Erste Schritte hin zu mehr Kooperation wurden in den letzten zwei Jahren gegangen. Die Hohe
Vertreterin Mogherini hat 2016 die „Globale Strategie für die Außen- und Sicherheitspolitik
der Europäischen Union“ veröffentlicht. 2017 hat die Europäische Kommission das
„Reflexionspapier über die Zukunft der europäischen Verteidigung“ lanciert und im Dezember
2017 wurden 17 Kooperationsprojekten im Rahmen der Ständigen Strukturierten Zusammenarbeit
(Permanent Structured Cooperation, PESCO) geschaffen.

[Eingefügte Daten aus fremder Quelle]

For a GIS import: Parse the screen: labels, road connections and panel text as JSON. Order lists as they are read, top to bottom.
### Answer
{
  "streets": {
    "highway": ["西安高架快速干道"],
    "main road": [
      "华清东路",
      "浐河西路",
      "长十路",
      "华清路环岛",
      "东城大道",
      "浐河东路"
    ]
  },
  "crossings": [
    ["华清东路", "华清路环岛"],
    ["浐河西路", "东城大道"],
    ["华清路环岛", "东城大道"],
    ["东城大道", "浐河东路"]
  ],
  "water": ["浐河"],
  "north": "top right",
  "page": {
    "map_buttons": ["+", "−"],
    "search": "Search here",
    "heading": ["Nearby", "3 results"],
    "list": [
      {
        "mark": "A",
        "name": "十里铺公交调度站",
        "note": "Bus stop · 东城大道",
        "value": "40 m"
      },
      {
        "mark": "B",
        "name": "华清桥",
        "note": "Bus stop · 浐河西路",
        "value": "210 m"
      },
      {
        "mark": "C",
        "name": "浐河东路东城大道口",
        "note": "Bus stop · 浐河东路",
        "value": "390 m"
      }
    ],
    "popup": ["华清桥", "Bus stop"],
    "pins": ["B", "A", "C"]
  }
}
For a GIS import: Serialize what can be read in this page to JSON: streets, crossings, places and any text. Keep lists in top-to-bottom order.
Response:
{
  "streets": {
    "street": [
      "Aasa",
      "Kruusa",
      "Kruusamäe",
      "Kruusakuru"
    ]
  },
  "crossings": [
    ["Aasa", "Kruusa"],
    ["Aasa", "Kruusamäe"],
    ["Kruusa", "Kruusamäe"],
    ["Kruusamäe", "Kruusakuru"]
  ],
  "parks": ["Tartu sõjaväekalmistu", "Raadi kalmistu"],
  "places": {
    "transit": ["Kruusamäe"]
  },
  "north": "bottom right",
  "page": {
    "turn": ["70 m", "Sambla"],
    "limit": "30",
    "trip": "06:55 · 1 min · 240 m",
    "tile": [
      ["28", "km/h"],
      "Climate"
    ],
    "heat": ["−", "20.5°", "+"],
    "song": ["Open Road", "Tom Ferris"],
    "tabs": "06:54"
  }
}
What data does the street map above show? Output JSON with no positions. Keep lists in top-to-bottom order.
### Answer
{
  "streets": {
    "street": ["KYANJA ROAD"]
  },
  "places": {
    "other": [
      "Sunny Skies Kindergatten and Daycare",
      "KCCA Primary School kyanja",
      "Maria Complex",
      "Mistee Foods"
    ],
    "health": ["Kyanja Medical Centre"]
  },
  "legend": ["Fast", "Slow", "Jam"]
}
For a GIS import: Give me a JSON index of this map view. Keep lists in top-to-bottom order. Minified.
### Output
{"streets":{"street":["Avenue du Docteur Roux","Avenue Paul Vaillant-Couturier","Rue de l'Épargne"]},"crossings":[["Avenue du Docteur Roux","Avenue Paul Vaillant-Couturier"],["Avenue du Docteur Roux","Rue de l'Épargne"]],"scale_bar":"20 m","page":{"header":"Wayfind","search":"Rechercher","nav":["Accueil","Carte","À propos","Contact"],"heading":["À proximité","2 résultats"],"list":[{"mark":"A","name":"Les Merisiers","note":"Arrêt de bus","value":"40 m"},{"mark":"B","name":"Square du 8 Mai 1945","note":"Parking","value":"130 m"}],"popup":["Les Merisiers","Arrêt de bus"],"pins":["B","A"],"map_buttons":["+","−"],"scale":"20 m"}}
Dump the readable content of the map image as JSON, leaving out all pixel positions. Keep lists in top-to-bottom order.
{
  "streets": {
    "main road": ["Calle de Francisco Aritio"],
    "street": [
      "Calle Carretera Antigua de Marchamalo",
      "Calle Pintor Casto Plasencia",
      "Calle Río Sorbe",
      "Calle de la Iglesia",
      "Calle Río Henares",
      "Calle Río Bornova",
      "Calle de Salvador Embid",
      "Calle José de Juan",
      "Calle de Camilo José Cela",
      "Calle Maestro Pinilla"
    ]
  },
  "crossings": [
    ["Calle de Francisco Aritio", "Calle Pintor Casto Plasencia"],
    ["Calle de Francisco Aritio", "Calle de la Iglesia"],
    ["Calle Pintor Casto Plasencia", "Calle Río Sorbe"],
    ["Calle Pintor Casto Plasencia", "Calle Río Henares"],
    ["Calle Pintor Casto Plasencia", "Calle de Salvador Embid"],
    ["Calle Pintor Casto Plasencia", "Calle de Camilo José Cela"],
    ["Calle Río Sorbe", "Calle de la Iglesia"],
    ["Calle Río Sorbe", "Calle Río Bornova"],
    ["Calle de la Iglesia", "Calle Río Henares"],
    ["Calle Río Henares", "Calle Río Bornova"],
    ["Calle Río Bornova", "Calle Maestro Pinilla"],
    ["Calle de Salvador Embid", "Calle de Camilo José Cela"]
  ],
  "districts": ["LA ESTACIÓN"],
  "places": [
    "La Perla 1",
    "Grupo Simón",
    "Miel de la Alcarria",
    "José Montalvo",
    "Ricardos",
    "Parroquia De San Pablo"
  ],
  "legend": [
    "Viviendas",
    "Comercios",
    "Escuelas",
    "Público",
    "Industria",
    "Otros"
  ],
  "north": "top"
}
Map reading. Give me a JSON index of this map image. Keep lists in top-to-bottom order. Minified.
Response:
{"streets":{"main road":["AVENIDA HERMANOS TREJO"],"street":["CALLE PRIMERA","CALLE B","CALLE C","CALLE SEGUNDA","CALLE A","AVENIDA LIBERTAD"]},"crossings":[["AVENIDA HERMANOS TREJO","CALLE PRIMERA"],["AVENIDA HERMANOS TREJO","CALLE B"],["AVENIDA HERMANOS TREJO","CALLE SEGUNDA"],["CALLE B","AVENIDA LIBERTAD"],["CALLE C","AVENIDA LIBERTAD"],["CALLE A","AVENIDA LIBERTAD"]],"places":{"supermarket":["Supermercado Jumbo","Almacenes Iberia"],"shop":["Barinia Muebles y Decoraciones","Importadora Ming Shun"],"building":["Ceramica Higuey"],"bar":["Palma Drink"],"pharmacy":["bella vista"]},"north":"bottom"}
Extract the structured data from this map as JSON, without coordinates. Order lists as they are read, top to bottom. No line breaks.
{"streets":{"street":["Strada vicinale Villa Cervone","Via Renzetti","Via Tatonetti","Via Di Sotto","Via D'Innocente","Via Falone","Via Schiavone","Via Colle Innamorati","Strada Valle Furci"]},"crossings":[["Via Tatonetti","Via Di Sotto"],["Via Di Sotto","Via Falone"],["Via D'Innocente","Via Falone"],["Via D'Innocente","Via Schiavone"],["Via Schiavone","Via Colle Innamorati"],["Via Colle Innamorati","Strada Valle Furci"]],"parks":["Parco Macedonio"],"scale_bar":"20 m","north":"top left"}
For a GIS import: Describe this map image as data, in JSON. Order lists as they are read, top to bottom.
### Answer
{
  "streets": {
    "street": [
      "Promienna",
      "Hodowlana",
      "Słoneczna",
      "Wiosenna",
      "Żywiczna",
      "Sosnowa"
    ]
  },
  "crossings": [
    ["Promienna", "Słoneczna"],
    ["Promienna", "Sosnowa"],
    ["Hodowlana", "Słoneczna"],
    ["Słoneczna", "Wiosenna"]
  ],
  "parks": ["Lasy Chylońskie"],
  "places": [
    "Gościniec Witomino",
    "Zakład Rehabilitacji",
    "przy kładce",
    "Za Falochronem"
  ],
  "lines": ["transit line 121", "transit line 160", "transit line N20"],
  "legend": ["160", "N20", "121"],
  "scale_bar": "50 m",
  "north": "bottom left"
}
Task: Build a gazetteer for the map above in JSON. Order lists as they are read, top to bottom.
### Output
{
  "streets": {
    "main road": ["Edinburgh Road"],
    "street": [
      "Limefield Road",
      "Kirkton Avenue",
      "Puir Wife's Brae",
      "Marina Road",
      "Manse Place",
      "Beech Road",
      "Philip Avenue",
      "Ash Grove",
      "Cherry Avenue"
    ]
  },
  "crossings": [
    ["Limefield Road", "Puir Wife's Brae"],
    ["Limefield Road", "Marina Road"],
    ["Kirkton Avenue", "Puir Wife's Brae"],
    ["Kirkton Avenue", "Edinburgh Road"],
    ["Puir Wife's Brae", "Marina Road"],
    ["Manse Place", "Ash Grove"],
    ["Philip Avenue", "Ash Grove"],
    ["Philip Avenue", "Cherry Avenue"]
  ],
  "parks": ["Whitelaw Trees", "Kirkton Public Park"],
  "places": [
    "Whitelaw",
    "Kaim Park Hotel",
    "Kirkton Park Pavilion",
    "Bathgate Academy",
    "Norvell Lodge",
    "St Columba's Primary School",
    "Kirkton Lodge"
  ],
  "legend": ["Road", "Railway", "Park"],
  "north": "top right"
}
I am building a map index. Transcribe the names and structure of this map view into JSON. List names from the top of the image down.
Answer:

PESCO ist ein Format der
unterschiedlichen Geschwindigkeiten, an dem nur die Mitgliedsstaaten teilnehmen, die das
wollen und sich bereit erklären, die entsprechenden Kriterien zu erfüllen. Trotzdem haben 25
von 28 Mitgliedsstaaten die Kooperation unterzeichnet. PESCO ist also zu einem (fast)
gesamteuropäisches Projekt geworden. In einer Zeit, in der Rechtspopulisten in ganz Europa
das Hohelied auf den Nationalstaat singen, ist eine derartige Kooperation nationaler
Streitkräfte auf europäischer Ebene ein beeindruckendes Symbol der Stärke des europäischen
Projektes.
BÜNDNIS 90/DIE GRÜNEN begrüßen grundsätzlich eine verstärkte Kooperation im Bereich der
Sicherheits- und Verteidigungspolitik, insofern dadurch das Primat des Zivilen der
europäischen Außenpolitik nicht geschwächt wird und es nicht zu einer Stagnation oder
Reduktion notwendiger Gelder für die Entwicklungszusammenarbeit und die Humanitäre Hilfe
kommt. Die Schere zwischen zivilen und militärischen Ausgaben in den nationalen Haushalten
der EU-Mitgliedsstaaten darf nicht weiter aufgehen. Nur dadurch kann gewährleistet werden,
dass die EU in die Lage versetzt wird, die in Artikel 43(1) des Vertrags von Lissabon
beschriebenen Aufgaben: „Abrüstung, humanitäre Aufgaben, Aufgaben der Konfliktverhütung und
Kampfeinsätze im Rahmen der Krisenbewältigung einschließlich friedenschaffender Maßnahmen
und Operationen zur Stabilisierung der Lage nach Konflikten“ besser bewältigen und verstärkt
nachgehen zu können.
Bei einer Kooperation im Sicherheits- und Verteidigungsbereich auf europäischer Ebene darf
es nicht nur um die Steigerung der militärischen Effizienz und den Abbau von
Kooperationshemmnissen gehen. Ein derartiges Projekt darf nicht missbraucht werden, um
Rüstungsausgaben zu erhöhen und eine ineffiziente und intransparente Rüstungsindustrie
weiter zu subventionieren, wie es jetzt der europäische Verteidigungsfond vorsieht. Sondern
es muss vor Allem darum gehen, dass die EU die Aufgaben des Vertrags von Lissabon
vollumfänglich erfüllen kann. Dazu fehlen derzeit zivile und militärische Fähigkeiten, bspw.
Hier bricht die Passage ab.